_Aim of the task:_ The copy must match the data word for word and contain no pictures.

BEGIN

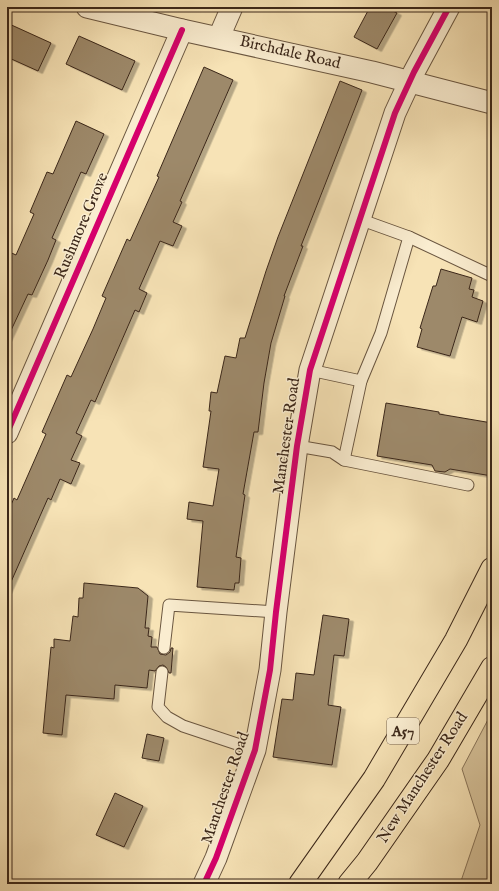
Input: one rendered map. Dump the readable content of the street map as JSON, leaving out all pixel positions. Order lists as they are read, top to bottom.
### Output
{
  "streets": {
    "main road": ["A57", "New Manchester Road"],
    "street": ["Birchdale Road", "Rushmore Grove", "Manchester Road"]
  },
  "crossings": [
    ["Birchdale Road", "Rushmore Grove"],
    ["Birchdale Road", "Manchester Road"]
  ]
}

END

_Solved exercise:_
Input: one rendered map. Dump the readable content of the street map as JSON, leaving out all pixel positions. Order lists as they are read, top to bottom.
### Output
{
  "streets": {
    "main road": ["A57", "New Manchester Road"],
    "street": ["Birchdale Road", "Rushmore Grove", "Manchester Road"]
  },
  "crossings": [
    ["Birchdale Road", "Rushmore Grove"],
    ["Birchdale Road", "Manchester Road"]
  ]
}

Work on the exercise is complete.